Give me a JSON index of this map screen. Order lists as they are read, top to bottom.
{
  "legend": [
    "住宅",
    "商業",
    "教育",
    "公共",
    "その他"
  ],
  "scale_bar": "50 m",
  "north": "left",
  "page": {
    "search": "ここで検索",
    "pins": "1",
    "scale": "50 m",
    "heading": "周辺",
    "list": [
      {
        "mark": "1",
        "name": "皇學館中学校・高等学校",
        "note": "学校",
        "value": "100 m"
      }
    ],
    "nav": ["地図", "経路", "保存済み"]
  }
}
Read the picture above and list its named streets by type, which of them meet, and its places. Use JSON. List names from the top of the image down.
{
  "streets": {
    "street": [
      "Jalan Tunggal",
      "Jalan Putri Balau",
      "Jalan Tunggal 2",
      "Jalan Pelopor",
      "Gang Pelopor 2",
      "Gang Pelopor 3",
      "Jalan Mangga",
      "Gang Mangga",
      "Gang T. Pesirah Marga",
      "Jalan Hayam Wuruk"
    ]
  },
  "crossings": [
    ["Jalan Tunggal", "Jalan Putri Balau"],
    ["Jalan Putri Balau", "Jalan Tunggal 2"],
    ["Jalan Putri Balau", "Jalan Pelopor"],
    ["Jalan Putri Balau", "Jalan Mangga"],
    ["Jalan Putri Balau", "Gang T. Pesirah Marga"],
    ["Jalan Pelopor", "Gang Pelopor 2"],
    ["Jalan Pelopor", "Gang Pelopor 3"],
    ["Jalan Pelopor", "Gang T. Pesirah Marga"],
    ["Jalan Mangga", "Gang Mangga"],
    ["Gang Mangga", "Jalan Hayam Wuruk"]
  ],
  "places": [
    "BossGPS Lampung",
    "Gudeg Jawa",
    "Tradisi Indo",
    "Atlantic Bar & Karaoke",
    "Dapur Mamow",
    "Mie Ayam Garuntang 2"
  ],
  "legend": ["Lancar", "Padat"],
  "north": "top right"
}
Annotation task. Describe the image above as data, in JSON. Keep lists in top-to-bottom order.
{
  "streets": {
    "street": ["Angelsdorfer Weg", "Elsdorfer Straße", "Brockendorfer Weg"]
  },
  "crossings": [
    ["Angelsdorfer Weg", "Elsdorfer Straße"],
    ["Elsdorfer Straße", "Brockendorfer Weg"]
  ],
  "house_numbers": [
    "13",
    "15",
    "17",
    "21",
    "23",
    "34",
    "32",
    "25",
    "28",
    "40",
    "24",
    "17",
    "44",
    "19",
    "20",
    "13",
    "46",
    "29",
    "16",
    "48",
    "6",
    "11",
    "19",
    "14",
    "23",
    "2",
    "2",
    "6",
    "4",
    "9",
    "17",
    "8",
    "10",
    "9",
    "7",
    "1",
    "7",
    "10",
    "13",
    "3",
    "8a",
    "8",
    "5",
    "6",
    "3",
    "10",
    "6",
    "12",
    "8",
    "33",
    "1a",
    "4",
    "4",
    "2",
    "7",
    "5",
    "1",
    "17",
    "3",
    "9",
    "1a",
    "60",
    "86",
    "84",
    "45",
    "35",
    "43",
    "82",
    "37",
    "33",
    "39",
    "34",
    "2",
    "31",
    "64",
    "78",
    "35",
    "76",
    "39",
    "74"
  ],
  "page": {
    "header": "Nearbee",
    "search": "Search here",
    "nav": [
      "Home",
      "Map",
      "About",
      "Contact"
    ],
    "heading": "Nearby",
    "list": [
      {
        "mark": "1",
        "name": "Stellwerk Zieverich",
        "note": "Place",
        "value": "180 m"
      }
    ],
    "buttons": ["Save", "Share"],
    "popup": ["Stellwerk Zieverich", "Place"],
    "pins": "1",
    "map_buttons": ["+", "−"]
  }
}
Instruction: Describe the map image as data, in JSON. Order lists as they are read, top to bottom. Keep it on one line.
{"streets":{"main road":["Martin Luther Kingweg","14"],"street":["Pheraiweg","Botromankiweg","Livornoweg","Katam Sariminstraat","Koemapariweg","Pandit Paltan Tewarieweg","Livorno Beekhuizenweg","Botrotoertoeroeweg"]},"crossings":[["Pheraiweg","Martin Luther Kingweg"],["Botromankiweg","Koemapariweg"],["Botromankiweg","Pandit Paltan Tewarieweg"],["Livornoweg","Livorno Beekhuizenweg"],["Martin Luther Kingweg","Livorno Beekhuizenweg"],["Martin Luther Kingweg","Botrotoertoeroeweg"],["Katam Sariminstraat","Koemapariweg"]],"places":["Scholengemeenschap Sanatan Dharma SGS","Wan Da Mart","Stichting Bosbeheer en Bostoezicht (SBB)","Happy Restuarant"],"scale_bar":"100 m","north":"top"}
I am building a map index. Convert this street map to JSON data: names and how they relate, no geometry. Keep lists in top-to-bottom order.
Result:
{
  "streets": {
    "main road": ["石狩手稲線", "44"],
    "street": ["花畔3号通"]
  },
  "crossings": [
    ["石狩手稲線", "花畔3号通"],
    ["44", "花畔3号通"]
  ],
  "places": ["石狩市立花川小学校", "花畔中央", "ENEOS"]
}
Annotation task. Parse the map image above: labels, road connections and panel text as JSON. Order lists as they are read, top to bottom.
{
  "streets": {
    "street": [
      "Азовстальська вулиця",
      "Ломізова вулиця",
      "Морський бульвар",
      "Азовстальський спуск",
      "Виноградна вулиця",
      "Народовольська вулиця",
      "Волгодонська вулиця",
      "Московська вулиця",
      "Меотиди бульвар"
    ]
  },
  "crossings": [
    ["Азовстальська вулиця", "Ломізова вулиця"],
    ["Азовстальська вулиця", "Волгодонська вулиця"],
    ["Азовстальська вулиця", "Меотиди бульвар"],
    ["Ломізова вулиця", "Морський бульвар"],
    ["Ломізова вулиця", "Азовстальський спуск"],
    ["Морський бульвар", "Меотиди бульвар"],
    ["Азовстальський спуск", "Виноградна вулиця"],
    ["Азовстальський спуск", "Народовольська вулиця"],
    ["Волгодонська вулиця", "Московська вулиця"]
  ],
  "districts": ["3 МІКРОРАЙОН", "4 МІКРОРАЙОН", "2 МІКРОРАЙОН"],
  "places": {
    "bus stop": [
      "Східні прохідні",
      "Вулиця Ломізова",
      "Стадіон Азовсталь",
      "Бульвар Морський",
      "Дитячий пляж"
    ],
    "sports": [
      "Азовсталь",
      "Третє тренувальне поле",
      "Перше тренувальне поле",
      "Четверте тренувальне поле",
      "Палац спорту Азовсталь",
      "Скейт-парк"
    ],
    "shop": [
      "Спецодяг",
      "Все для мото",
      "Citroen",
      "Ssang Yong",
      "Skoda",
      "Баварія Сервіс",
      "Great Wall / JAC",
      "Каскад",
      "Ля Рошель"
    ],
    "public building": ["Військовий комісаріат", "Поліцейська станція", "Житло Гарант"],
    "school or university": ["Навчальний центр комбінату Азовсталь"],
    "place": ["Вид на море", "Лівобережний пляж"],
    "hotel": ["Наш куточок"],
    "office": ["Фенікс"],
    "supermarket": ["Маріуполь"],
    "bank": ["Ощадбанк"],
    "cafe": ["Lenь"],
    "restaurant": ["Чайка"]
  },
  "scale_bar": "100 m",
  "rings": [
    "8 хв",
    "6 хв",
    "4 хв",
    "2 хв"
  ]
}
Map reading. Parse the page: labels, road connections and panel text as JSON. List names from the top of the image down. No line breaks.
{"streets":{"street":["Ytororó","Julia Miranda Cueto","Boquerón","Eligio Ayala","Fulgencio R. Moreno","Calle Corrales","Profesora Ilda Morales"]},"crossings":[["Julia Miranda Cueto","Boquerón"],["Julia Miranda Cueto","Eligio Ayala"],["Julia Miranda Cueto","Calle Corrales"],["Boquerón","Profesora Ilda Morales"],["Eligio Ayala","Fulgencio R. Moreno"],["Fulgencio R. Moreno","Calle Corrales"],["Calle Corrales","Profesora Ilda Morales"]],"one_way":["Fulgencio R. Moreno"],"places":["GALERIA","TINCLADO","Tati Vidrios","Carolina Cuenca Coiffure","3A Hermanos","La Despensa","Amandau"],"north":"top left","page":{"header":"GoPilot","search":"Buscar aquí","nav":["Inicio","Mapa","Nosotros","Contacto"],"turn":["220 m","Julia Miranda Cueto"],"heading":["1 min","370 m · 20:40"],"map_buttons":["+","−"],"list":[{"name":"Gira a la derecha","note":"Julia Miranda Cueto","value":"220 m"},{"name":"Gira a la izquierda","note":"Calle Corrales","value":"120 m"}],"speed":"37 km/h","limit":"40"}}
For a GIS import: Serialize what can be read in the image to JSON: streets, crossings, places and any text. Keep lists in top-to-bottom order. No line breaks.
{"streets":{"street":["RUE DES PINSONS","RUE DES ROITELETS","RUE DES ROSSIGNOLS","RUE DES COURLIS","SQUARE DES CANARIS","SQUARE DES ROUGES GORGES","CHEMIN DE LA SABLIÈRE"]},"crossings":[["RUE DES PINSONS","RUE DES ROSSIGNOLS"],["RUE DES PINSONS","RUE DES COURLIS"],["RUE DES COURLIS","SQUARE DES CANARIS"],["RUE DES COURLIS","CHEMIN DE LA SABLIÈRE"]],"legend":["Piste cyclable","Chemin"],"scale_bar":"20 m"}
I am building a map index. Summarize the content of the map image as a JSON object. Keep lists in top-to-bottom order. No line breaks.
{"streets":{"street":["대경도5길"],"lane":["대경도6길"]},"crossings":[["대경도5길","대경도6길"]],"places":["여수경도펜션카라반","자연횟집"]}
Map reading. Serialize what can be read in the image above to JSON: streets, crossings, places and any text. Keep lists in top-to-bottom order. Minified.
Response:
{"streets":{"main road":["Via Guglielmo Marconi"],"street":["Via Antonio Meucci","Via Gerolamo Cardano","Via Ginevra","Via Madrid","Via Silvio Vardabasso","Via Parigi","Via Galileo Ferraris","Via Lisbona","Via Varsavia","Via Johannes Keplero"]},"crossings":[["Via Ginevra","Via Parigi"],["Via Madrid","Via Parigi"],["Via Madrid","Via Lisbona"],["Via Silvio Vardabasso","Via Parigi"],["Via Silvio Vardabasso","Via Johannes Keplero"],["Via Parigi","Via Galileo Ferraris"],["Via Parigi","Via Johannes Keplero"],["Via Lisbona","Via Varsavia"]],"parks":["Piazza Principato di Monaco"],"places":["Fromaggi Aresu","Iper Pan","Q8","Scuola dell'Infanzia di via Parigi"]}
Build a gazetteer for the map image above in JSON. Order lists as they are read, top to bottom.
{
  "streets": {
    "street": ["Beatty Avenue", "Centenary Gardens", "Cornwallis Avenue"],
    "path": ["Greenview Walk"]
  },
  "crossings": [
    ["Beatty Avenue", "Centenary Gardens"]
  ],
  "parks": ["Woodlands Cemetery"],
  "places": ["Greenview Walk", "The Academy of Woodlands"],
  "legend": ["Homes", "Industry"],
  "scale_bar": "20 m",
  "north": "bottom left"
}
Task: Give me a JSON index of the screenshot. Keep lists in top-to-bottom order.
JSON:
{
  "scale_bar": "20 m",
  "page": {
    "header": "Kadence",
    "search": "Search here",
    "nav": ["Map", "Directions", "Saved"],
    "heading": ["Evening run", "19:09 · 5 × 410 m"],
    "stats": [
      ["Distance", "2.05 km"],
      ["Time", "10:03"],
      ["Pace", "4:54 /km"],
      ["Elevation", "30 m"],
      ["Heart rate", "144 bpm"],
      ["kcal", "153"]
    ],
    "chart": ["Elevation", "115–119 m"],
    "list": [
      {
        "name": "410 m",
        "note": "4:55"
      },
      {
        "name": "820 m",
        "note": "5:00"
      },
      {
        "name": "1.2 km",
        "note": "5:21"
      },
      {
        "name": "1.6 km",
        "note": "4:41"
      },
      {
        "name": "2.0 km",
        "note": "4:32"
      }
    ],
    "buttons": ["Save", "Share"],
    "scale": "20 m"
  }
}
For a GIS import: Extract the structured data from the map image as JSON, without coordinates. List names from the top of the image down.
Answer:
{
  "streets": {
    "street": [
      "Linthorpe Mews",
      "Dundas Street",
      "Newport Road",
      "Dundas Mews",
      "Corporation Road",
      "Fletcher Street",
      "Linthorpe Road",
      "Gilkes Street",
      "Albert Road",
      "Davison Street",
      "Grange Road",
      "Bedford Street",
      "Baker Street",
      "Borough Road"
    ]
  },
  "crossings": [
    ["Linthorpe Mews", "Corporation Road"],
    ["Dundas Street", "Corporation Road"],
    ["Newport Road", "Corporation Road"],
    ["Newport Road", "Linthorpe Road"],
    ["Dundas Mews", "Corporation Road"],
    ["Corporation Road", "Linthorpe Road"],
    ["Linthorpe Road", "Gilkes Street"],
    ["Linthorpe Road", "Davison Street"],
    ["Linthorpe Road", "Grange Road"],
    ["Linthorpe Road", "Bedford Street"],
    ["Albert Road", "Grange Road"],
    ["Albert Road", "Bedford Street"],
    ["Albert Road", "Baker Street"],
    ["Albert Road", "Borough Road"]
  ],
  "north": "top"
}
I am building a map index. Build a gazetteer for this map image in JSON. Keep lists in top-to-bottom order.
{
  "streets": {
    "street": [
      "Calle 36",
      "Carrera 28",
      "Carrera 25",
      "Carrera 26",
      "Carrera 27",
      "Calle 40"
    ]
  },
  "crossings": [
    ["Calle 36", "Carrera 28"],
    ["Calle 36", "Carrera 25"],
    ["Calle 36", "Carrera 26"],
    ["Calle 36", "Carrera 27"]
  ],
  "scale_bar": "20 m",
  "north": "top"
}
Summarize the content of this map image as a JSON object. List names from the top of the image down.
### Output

Directions for this task: Only those lines running from the one containing "Summarize the content of this" through the last line of the data above are to be copied, exactly, with both ends included.

Your solution:
Summarize the content of this map image as a JSON object. List names from the top of the image down.
### Output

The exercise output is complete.